Required work. Repeat all entries exactly.

Dataset.
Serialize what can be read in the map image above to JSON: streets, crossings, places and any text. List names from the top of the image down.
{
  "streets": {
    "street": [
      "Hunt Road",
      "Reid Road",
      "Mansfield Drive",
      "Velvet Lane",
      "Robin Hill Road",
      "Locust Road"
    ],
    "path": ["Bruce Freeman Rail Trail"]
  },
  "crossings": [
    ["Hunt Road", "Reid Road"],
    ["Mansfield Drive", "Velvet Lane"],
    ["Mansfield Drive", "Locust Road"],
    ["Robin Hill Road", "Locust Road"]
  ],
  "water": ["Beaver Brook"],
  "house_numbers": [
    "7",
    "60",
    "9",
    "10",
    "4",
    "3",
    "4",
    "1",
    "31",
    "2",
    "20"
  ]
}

Task answer.
Serialize what can be read in the map image above to JSON: streets, crossings, places and any text. List names from the top of the image down.
{
  "streets": {
    "street": [
      "Hunt Road",
      "Reid Road",
      "Mansfield Drive",
      "Velvet Lane",
      "Robin Hill Road",
      "Locust Road"
    ],
    "path": ["Bruce Freeman Rail Trail"]
  },
  "crossings": [
    ["Hunt Road", "Reid Road"],
    ["Mansfield Drive", "Velvet Lane"],
    ["Mansfield Drive", "Locust Road"],
    ["Robin Hill Road", "Locust Road"]
  ],
  "water": ["Beaver Brook"],
  "house_numbers": [
    "7",
    "60",
    "9",
    "10",
    "4",
    "3",
    "4",
    "1",
    "31",
    "2",
    "20"
  ]
}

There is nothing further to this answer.